__What to work on__. The word to find is "image". Copy each line of the material that contains it.
── Provided entries ──
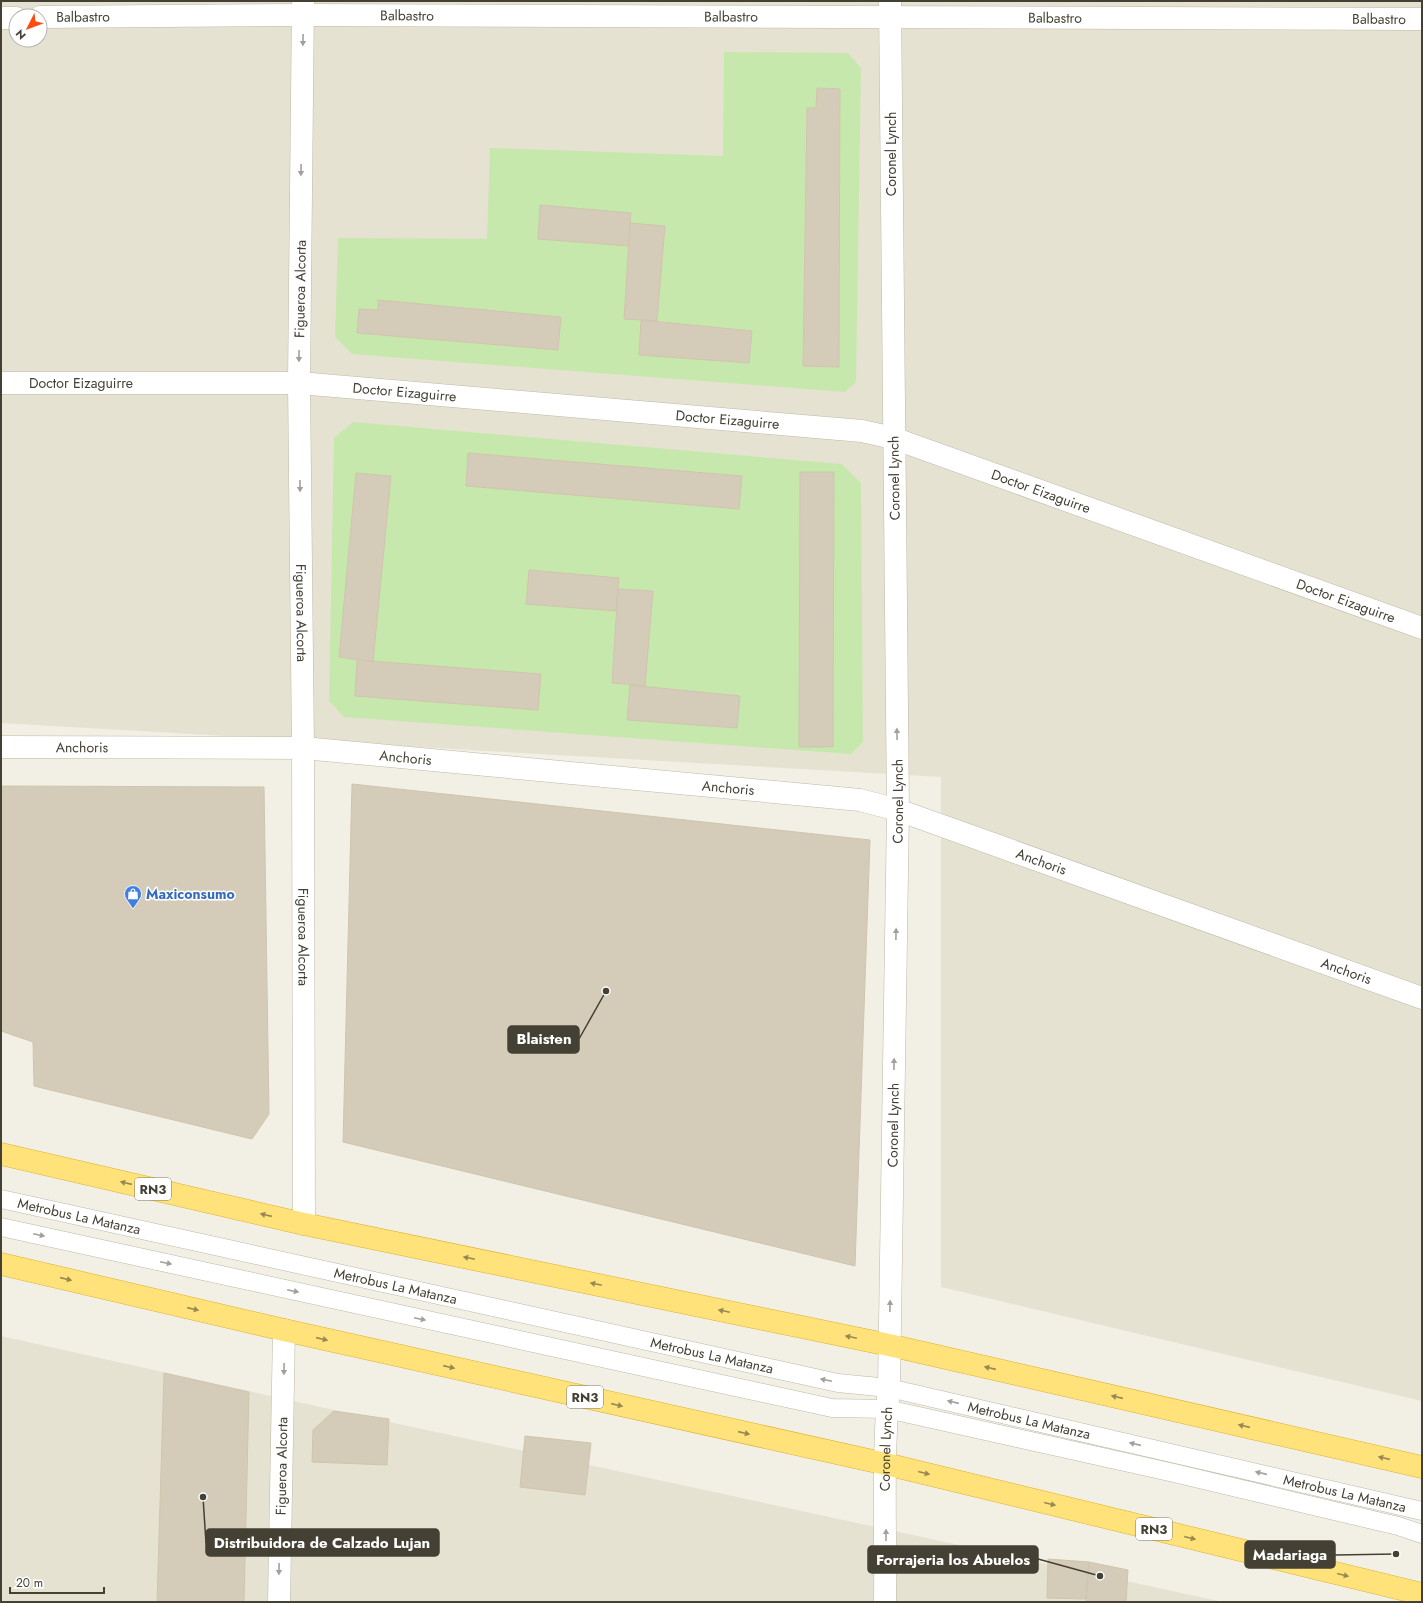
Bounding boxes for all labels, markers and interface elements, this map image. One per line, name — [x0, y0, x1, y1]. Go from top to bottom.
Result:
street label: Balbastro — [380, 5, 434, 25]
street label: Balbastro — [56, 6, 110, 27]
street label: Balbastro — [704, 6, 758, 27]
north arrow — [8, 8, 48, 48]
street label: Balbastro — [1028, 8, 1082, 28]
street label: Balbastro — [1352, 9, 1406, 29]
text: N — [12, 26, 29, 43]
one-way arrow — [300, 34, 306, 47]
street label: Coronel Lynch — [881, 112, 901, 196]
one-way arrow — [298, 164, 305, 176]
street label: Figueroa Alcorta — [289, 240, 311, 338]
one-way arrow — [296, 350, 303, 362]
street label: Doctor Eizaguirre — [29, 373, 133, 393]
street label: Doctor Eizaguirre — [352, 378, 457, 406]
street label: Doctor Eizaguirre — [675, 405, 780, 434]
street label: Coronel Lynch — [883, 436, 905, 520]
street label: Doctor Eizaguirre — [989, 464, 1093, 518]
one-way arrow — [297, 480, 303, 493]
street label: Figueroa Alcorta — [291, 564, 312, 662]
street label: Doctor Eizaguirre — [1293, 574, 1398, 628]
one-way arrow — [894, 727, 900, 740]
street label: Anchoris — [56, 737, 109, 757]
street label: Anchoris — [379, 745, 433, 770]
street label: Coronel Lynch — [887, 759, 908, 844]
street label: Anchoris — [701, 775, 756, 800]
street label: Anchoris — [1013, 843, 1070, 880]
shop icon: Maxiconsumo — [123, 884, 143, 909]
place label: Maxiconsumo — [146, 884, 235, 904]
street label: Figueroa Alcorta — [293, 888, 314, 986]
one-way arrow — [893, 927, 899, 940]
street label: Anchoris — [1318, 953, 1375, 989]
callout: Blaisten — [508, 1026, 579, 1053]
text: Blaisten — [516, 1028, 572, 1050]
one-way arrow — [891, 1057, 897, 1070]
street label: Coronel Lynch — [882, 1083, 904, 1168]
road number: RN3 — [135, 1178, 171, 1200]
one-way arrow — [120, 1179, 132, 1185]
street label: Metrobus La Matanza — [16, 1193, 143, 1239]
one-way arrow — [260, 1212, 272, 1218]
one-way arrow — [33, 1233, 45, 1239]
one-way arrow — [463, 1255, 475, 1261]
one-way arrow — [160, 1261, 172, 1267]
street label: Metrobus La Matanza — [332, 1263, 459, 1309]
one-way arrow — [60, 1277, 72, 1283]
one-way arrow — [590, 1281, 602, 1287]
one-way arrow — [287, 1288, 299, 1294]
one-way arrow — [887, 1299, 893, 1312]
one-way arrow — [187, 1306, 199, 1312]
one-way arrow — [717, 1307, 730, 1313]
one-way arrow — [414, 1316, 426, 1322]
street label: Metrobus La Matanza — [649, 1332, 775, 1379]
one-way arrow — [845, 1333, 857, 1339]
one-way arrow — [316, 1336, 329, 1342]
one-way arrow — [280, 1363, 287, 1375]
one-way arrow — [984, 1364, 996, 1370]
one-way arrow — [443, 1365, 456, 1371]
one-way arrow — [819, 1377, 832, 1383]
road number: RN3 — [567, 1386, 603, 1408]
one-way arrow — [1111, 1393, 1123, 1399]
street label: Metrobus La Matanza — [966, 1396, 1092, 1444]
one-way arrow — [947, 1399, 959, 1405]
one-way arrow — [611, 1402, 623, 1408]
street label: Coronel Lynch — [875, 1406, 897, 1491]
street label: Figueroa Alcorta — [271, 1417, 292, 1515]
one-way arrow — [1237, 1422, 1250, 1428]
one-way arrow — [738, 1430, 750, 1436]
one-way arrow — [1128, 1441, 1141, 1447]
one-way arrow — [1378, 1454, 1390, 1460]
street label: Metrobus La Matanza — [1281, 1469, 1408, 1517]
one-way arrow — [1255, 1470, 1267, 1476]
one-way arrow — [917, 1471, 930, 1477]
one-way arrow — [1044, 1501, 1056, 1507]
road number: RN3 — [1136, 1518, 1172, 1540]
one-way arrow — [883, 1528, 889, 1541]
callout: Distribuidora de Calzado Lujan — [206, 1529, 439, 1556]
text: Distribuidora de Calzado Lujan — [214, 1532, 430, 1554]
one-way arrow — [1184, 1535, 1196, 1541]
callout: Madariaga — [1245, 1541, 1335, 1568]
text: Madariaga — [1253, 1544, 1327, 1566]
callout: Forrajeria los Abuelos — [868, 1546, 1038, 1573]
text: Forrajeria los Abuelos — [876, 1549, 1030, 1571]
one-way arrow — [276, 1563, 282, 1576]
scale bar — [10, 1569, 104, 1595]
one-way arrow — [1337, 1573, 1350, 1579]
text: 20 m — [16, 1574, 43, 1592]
───
── Provided entries ──
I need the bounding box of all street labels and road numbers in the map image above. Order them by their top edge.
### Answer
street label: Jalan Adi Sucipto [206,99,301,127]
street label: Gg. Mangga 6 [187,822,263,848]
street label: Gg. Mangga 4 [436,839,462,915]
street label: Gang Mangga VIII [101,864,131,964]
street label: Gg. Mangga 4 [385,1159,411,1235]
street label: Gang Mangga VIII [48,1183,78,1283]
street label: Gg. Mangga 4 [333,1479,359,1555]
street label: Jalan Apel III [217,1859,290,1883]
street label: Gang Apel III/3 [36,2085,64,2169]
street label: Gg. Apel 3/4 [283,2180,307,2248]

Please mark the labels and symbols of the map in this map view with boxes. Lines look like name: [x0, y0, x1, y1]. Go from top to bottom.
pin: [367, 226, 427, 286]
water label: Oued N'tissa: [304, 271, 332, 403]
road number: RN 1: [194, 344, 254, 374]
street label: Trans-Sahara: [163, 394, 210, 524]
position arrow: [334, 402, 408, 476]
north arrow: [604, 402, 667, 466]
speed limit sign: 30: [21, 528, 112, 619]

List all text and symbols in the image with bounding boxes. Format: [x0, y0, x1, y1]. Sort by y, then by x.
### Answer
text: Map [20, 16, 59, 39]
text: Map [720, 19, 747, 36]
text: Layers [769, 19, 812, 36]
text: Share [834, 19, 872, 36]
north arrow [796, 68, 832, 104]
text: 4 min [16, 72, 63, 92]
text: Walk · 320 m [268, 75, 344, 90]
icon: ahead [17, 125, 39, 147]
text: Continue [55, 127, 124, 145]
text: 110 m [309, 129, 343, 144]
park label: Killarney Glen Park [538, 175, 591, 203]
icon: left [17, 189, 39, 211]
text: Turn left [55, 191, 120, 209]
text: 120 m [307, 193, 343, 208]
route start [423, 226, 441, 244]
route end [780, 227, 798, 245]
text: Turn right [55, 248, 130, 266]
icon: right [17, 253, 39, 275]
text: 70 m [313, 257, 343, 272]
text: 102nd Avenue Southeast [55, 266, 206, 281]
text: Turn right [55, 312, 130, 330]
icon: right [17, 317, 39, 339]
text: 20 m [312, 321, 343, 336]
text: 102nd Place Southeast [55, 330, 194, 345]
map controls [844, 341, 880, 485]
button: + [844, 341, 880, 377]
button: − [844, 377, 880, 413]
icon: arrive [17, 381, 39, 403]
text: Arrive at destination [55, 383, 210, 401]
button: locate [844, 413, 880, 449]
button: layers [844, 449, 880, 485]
───
__Written solution__.
Bounding boxes for all labels, markers and interface elements, this map image. One per line, name — [x0, y0, x1, y1]. Go from top to bottom.
I need the bounding box of all street labels and road numbers in the map image above. Order them by their top edge.
List all text and symbols in the image with bounding boxes. Format: [x0, y0, x1, y1]. Sort by y, then by x.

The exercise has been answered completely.